_Task directions_: Your answer should consist of each line from the data below that contains "blocks".

_Input for this task_:
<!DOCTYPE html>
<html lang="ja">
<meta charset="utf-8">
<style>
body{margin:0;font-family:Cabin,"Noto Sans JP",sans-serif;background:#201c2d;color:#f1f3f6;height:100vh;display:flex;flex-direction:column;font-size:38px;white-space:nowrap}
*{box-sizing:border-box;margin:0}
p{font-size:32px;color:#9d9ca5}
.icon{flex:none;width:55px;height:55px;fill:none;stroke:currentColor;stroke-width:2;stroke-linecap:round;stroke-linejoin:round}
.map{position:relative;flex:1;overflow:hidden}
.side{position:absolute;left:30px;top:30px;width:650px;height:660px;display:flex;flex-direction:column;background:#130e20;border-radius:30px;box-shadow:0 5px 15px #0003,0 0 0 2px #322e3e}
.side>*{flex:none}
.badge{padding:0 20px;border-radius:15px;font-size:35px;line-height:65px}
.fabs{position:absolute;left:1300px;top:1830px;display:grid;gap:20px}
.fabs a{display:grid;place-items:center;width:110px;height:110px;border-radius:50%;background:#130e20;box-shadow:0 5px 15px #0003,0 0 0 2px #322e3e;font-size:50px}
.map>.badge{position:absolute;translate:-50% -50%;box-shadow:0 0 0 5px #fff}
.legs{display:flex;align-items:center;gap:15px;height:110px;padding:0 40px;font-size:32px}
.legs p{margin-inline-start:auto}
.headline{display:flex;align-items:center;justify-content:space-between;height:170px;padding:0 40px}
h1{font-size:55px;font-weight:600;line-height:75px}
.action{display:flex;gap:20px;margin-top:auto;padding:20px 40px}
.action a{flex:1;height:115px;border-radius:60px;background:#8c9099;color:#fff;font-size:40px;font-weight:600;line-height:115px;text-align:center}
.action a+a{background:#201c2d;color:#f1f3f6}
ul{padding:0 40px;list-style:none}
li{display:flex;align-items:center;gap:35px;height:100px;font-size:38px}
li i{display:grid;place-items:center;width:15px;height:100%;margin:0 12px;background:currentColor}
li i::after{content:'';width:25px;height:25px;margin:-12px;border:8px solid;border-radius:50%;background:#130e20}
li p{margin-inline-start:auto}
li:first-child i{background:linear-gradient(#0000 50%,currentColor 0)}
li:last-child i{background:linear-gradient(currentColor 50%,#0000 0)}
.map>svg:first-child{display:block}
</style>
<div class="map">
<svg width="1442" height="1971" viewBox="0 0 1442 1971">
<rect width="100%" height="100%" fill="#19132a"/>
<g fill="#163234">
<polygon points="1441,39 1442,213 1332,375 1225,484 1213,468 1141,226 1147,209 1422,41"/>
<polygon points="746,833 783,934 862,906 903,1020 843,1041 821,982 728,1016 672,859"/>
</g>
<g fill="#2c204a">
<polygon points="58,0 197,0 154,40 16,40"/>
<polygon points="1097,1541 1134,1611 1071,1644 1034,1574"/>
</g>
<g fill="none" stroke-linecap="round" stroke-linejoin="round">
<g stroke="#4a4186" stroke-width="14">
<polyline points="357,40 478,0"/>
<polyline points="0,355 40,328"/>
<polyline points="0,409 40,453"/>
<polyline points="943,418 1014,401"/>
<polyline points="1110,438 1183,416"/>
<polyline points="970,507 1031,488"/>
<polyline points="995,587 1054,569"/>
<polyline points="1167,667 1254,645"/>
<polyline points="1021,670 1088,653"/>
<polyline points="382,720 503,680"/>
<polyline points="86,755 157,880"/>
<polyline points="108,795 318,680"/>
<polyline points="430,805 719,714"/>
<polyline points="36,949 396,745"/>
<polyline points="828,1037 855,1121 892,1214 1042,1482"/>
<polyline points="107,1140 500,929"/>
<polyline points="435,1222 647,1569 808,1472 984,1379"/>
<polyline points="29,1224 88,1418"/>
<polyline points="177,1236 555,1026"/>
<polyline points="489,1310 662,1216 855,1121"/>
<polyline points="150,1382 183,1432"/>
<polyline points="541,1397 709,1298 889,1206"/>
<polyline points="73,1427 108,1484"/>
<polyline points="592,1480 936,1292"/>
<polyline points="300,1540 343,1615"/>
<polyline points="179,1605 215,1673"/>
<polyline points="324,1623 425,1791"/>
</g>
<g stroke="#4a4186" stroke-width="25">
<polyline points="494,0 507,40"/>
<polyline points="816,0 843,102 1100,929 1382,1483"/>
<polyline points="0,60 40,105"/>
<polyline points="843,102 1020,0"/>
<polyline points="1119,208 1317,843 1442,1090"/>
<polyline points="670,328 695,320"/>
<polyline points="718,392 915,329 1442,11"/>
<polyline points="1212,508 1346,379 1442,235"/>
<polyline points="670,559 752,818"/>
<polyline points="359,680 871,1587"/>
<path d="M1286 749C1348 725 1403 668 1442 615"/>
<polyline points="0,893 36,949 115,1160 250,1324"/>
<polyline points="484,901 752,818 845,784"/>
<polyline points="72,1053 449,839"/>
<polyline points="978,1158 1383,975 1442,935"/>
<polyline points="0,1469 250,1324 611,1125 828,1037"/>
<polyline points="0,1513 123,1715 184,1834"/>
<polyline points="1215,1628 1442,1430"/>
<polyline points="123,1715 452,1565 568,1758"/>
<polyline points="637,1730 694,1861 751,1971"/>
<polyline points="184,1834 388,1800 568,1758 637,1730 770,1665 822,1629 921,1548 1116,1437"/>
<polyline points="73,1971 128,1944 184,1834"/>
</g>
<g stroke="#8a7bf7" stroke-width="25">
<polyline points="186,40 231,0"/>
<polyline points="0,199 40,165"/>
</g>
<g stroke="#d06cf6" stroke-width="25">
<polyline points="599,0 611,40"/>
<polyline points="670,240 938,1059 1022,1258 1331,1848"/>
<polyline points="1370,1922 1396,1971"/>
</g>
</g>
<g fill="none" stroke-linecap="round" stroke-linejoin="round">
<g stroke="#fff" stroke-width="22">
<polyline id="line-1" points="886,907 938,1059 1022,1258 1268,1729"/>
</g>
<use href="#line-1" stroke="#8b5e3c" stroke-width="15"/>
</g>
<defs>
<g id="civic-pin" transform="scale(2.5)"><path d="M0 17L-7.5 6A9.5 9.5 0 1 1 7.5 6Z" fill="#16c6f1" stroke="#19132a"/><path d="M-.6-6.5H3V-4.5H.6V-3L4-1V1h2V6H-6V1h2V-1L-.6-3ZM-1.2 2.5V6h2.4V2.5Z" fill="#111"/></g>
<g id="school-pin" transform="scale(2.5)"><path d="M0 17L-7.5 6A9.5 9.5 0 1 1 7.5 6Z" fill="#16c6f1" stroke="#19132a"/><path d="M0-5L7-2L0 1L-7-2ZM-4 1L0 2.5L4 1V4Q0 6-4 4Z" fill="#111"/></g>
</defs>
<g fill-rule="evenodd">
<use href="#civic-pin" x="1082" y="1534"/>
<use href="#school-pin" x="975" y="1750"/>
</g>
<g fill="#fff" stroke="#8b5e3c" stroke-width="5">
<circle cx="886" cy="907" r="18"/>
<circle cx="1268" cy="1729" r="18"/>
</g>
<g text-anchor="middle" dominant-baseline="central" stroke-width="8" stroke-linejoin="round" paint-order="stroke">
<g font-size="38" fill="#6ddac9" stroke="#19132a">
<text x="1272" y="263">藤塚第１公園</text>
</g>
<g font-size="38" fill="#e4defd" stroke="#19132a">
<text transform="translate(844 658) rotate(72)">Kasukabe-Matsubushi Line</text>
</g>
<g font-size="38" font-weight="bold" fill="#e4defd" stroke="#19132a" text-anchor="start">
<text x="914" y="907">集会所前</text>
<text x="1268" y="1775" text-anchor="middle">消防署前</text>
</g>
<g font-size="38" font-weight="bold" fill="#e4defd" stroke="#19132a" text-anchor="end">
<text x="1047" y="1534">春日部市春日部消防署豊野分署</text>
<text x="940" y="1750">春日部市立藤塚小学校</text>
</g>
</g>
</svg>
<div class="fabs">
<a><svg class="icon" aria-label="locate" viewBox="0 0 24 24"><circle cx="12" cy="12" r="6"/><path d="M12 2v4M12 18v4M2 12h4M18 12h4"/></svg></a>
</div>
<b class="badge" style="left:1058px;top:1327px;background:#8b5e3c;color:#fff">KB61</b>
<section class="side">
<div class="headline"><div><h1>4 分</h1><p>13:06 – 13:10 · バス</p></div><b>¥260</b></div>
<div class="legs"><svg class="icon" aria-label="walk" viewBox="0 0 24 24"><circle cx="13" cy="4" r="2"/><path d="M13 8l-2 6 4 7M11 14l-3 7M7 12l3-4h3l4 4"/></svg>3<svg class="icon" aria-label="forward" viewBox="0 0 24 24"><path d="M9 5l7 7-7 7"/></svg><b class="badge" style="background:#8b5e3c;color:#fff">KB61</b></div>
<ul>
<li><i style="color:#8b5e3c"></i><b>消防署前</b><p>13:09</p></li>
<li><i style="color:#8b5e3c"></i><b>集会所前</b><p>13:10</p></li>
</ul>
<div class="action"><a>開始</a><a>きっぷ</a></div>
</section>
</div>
...
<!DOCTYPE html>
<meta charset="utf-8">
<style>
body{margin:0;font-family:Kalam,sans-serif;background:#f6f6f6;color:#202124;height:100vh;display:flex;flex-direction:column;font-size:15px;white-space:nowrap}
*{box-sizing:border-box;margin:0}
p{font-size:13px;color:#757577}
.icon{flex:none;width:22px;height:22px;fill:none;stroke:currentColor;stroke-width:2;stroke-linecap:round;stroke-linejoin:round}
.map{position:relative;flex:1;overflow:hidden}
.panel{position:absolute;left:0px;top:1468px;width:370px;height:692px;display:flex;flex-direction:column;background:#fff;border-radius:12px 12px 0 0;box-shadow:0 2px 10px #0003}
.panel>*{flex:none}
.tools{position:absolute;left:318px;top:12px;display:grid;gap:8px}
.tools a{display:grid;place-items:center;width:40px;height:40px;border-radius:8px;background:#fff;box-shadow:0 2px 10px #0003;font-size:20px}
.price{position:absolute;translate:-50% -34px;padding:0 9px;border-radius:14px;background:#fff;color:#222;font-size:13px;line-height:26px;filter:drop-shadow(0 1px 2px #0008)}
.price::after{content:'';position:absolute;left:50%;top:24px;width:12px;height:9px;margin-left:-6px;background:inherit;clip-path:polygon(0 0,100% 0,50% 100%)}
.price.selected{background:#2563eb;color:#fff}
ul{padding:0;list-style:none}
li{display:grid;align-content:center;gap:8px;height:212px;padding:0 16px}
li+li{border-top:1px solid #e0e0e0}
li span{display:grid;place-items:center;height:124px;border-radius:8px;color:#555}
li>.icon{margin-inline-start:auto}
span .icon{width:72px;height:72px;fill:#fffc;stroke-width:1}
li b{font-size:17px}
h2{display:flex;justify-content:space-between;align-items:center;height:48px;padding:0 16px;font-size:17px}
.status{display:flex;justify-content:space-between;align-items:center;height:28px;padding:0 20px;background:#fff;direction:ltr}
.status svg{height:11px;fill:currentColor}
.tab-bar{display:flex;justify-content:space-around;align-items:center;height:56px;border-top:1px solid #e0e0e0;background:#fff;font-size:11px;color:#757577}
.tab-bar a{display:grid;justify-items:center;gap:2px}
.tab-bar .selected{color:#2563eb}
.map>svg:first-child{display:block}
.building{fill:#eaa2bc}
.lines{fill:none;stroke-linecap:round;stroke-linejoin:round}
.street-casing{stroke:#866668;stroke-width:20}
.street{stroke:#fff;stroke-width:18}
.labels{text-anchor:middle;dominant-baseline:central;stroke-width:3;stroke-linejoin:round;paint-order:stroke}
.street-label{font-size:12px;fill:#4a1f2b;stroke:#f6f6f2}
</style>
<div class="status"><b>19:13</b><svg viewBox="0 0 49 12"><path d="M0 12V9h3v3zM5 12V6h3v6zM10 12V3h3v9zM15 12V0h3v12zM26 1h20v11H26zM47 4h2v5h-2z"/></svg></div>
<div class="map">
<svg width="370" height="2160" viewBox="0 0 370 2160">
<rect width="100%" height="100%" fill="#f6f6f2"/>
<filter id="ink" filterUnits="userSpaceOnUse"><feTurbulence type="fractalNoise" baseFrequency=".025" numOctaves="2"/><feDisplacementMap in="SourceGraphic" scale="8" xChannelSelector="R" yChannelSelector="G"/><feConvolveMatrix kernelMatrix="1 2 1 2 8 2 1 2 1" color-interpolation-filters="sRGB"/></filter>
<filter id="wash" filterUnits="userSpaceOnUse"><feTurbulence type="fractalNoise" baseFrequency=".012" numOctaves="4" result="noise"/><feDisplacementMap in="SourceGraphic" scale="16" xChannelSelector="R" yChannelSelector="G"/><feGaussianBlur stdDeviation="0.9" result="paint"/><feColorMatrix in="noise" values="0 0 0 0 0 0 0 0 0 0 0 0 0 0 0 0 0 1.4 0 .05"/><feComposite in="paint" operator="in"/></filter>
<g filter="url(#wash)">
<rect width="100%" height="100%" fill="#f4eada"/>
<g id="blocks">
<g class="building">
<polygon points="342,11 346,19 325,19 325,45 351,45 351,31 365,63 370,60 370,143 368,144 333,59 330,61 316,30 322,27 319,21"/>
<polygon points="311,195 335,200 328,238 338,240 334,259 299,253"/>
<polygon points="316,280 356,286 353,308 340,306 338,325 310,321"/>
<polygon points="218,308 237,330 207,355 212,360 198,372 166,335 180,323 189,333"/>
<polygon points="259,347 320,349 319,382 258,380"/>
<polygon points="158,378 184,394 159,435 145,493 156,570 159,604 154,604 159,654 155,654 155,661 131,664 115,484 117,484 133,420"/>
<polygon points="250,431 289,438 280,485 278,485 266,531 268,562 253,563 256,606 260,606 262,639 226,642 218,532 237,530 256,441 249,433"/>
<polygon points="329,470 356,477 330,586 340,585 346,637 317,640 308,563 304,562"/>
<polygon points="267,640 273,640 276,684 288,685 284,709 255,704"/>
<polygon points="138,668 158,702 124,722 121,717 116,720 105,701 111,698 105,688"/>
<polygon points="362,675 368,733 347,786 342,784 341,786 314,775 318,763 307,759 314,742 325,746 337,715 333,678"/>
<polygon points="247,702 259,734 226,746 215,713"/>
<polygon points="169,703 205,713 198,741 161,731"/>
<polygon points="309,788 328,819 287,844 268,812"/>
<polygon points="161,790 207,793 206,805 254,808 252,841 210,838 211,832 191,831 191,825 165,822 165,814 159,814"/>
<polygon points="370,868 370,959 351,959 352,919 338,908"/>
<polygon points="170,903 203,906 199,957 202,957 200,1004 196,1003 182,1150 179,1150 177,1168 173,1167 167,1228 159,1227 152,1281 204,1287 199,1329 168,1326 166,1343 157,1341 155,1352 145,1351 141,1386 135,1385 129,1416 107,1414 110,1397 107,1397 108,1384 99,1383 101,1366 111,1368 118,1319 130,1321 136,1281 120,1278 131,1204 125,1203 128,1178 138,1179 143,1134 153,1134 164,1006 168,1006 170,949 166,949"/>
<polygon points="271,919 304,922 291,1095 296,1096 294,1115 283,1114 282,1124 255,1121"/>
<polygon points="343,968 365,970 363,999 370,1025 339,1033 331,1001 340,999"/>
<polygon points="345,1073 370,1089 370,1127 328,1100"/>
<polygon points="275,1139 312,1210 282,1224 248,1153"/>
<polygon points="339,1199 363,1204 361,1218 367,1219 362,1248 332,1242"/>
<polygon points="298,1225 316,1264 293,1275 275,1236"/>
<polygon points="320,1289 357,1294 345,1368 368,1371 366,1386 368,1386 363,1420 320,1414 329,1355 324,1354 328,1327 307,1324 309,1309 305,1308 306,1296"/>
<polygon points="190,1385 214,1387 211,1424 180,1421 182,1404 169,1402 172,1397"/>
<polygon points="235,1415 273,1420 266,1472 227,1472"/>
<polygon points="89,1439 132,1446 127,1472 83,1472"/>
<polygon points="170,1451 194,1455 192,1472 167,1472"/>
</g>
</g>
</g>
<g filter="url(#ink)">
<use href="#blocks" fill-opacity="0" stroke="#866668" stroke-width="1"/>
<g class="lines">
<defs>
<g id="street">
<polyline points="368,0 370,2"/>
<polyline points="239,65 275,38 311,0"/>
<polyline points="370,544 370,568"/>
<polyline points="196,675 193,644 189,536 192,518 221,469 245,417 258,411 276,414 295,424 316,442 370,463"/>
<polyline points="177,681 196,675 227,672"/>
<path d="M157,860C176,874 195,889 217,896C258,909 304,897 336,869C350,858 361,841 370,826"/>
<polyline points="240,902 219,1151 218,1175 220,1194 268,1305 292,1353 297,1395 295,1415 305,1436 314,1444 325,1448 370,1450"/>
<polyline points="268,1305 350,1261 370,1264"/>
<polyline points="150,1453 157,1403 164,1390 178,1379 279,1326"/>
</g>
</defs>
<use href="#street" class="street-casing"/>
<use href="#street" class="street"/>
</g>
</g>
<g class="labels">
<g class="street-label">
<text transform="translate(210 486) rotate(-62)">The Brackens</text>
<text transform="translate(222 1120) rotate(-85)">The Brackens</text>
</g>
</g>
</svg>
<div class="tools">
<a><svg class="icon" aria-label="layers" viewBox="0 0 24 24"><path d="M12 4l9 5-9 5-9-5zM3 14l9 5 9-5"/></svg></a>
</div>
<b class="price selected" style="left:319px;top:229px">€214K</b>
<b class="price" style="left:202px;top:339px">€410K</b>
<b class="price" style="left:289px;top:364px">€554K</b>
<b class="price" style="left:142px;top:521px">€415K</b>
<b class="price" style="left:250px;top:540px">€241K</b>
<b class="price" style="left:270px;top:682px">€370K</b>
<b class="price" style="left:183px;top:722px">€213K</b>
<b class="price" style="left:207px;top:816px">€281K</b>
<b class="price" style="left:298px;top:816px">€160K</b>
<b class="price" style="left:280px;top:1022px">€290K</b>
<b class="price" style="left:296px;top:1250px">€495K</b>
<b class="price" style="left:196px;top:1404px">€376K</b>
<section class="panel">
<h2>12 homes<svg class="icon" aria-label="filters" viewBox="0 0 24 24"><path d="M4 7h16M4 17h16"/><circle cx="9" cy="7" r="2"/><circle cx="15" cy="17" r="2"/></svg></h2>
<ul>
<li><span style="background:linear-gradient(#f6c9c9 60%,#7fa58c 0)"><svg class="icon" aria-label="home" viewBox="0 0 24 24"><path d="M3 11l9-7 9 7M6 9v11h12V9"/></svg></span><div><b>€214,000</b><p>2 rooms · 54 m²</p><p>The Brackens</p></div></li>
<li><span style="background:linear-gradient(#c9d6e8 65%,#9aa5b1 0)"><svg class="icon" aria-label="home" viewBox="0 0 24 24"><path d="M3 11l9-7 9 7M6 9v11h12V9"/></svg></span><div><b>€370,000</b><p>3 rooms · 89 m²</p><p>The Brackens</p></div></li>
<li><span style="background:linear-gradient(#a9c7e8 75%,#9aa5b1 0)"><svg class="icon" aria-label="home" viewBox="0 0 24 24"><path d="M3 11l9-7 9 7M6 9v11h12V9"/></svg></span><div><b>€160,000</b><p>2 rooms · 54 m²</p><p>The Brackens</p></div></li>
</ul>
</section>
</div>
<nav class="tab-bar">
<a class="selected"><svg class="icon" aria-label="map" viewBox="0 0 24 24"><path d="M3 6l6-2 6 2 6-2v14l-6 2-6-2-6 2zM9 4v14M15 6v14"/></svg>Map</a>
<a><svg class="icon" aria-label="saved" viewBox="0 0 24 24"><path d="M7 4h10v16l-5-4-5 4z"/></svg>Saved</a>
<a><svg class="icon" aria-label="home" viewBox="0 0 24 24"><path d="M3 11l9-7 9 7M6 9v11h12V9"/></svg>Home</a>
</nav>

_Reply_:
<g id="blocks">
<use href="#blocks" fill-opacity="0" stroke="#866668" stroke-width="1"/>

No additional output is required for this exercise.